The appellant’s principal argument pursued orally was that having considered the offence fell within Level 2, there was no justification for departing from the five-year starting point. The court was satisfied that there was such a justification, consisting in the features which the judge properly identified as aggravating, namely the appellant’s irresponsible behaviour in failing to stop and help the man he had seriously injured and in failing to acknowledge his involvement when he returned to the scene on foot. However, the court held that there was a limit to the extent to which it was appropriate to punish someone who committed a driving offence for conduct which, however reprehensible, was not an aspect of the offender’s dangerous driving or part of the offence itself. In this regard it was relevant to keep in mind that the offence of failing to stop and report, which was the only criminal aspect of the relevant behaviour, carried a maximum sentence of six months’ imprisonment. It was also relevant that the appellant did afterwards show, as the judge accepted, genuine remorse for what he had done, as reflected in his statement in interview that his responsibility for taking someone’s life would haunt him until the day he died. The court considered that the very substantial uplift which the judge made to the sentence on account of the appellant’s conduct after the offence was committed was not justified and resulted in a sentence which was manifestly excessive. To reflect the aggravating features identified by the judge, including the previous driving conviction, an appropriate increase above the starting point in Level 2 was an increase of one year, making six years before the 25 per cent discount for pleading guilty. That discount made the appropriate sentence four and a half years’ imprisonment.

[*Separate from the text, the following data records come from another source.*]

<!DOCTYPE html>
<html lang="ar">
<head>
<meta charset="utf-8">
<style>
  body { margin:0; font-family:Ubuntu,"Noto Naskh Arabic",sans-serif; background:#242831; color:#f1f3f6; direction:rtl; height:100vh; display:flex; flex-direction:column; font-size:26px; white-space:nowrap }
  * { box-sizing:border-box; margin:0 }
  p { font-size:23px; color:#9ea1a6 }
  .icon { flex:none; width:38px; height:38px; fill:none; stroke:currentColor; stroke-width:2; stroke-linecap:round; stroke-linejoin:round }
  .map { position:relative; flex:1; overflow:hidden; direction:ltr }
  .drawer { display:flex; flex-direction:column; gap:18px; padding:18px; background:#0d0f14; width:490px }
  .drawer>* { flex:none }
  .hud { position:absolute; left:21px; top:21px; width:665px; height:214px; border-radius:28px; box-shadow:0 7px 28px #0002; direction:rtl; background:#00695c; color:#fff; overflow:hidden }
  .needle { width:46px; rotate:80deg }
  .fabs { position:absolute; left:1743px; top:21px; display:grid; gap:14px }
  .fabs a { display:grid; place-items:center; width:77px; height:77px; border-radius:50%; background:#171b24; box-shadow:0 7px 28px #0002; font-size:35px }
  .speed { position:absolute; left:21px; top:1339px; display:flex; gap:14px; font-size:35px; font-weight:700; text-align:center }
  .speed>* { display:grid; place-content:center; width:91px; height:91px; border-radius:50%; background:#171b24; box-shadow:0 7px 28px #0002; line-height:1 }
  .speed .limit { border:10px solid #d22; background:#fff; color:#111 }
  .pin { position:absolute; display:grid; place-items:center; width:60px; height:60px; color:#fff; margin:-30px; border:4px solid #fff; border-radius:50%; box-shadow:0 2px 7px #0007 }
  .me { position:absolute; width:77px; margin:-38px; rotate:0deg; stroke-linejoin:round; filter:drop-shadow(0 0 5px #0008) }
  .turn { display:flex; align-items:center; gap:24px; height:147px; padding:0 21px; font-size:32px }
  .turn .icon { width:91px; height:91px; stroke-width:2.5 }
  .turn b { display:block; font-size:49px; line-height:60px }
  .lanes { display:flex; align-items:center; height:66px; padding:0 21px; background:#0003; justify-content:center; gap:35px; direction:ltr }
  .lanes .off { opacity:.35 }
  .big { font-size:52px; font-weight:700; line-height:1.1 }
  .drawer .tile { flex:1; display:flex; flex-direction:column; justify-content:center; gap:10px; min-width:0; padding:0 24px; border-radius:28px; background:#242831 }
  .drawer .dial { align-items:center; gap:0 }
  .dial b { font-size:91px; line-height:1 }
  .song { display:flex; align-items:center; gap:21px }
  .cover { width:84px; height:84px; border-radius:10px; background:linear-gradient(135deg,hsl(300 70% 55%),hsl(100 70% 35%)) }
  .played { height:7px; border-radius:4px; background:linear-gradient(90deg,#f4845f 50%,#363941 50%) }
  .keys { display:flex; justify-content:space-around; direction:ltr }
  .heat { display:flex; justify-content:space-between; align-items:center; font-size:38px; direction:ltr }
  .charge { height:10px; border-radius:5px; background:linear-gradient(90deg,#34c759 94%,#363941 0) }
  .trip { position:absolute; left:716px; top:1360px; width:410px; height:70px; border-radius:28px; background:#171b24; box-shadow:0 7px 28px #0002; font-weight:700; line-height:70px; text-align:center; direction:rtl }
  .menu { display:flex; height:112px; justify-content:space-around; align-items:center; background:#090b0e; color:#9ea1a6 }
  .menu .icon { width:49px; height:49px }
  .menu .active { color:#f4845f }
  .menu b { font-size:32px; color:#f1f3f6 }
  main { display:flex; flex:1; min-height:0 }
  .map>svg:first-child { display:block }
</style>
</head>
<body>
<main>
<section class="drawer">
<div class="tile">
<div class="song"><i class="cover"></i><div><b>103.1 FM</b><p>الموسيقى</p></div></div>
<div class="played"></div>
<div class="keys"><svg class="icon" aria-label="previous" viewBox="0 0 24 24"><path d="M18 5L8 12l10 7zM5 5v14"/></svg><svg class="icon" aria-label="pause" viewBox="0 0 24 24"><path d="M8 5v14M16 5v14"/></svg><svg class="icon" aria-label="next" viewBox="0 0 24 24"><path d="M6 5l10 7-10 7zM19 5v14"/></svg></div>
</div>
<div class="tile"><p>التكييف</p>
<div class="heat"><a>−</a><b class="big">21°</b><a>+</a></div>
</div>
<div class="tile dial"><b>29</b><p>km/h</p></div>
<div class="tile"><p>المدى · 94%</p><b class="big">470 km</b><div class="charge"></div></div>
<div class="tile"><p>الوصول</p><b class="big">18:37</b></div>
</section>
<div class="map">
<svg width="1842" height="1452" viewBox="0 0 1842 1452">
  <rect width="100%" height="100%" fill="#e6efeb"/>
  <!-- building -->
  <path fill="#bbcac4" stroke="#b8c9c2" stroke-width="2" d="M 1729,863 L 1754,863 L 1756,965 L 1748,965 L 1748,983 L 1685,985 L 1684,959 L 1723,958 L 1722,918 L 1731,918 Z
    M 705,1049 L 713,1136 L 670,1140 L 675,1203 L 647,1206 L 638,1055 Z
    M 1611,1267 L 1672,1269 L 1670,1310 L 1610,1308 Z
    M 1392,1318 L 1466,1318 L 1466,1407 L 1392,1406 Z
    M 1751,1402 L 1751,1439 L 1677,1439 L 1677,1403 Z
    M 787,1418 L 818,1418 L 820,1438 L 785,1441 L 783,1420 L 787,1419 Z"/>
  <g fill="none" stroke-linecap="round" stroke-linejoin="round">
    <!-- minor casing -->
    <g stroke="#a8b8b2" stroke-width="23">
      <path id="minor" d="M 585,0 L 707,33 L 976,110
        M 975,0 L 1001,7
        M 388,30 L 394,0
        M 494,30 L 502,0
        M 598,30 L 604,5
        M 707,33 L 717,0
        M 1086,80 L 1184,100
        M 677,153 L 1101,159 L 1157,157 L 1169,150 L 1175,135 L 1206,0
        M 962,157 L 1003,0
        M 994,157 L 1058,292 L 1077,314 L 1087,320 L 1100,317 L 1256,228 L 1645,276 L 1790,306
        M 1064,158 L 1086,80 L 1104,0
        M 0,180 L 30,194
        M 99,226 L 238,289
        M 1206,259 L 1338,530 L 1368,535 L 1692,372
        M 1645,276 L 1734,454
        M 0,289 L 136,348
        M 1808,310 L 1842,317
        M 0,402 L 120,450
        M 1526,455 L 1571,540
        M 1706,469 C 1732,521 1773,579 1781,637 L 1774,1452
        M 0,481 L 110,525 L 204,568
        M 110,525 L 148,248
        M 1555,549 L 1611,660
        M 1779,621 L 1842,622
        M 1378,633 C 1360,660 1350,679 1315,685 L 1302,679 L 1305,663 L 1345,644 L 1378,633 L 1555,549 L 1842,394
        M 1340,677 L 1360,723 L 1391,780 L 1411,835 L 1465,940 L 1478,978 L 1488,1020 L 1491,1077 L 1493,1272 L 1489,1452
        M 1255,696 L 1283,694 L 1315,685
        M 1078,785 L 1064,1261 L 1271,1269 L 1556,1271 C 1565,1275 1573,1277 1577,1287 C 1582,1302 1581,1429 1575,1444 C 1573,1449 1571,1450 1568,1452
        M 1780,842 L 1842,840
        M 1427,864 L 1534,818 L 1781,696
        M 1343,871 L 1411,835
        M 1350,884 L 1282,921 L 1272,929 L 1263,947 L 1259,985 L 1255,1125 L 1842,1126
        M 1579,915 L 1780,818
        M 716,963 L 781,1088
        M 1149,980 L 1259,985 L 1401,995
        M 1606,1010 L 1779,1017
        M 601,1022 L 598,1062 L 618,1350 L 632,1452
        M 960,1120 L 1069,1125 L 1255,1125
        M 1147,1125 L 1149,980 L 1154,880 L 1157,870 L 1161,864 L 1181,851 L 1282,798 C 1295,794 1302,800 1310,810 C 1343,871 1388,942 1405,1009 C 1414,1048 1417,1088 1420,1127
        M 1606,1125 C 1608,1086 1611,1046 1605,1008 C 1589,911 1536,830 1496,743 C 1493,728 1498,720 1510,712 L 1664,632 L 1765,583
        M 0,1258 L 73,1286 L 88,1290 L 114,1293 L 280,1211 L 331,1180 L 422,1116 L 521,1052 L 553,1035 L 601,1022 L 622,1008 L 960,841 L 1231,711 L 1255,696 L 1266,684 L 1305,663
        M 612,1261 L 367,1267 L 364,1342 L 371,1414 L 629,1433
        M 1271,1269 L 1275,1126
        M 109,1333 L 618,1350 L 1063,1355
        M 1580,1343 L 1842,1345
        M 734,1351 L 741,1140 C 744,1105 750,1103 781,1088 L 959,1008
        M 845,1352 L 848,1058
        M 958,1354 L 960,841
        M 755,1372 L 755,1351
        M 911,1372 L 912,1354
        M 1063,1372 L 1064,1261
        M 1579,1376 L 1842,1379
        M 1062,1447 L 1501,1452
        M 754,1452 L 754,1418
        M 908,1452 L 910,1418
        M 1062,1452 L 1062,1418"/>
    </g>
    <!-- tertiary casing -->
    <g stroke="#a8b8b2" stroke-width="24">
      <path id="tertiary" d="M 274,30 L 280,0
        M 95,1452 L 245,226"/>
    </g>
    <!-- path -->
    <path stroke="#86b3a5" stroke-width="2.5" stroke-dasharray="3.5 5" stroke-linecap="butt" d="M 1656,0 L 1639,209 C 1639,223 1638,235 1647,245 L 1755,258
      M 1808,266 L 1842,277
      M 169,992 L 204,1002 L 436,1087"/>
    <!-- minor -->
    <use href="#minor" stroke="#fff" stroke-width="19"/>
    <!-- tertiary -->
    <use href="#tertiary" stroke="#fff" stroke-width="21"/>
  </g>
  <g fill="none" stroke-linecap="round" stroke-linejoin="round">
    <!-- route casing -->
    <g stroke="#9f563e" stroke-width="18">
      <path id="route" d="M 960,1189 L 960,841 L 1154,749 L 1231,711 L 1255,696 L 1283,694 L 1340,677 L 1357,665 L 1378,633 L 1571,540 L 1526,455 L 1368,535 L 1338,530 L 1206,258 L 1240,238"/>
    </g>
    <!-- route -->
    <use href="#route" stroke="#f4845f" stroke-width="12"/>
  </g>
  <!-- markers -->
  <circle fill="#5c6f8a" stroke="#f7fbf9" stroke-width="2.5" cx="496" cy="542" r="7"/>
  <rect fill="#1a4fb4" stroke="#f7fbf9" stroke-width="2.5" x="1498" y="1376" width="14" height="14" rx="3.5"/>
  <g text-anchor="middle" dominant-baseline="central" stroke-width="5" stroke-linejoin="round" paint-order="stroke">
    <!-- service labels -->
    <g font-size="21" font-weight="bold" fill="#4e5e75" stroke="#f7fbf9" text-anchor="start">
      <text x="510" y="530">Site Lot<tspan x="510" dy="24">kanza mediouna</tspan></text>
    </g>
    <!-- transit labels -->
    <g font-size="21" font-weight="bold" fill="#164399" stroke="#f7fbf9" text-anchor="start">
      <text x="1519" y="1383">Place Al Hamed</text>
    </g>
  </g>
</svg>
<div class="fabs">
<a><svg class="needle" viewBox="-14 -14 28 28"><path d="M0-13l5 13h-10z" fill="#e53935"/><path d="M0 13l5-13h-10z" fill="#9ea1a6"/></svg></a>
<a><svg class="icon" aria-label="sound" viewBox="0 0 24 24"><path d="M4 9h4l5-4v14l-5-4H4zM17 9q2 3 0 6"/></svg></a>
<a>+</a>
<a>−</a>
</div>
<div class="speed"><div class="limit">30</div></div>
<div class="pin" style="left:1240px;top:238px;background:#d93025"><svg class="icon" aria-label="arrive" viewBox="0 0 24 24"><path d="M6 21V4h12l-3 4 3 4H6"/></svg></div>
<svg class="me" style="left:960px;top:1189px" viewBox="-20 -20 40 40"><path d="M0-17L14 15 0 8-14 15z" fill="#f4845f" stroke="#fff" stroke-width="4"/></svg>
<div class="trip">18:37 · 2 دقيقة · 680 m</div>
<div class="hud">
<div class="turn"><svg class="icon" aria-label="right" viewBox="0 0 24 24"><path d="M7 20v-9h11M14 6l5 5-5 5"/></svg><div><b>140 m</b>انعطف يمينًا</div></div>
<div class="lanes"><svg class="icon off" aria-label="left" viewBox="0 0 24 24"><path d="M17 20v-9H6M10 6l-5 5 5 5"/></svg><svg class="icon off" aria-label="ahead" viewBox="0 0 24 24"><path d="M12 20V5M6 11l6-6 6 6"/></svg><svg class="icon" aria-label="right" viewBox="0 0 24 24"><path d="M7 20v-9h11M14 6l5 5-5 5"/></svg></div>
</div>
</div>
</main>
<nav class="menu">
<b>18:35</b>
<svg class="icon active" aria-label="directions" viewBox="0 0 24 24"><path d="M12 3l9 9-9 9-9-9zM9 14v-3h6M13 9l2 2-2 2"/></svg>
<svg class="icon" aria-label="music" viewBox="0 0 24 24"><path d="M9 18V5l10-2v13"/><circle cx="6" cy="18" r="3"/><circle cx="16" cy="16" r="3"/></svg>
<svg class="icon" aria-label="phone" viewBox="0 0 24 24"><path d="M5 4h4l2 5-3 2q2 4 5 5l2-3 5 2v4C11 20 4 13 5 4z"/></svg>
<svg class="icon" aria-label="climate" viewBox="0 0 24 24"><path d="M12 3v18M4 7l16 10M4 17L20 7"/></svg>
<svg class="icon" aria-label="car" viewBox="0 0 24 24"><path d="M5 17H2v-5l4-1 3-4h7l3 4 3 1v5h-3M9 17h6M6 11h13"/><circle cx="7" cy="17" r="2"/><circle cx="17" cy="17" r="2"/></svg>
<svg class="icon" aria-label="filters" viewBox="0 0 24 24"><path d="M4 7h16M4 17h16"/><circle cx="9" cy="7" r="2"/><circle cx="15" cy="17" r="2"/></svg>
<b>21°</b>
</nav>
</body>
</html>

The court allowed the appeal, quashed the sentence passed by the judge and substituted a sentence of four and a half years’ custody. There was a consequent alteration to the mandatory period of disqualification, which was now for a period of seven years and three months, made up of a period of five years and a two year and three month extension. In short, the sentence was excessive because the uplift for post-offence conduct was disproportionate given its criminal maximum and the genuine remorse ultimately shown.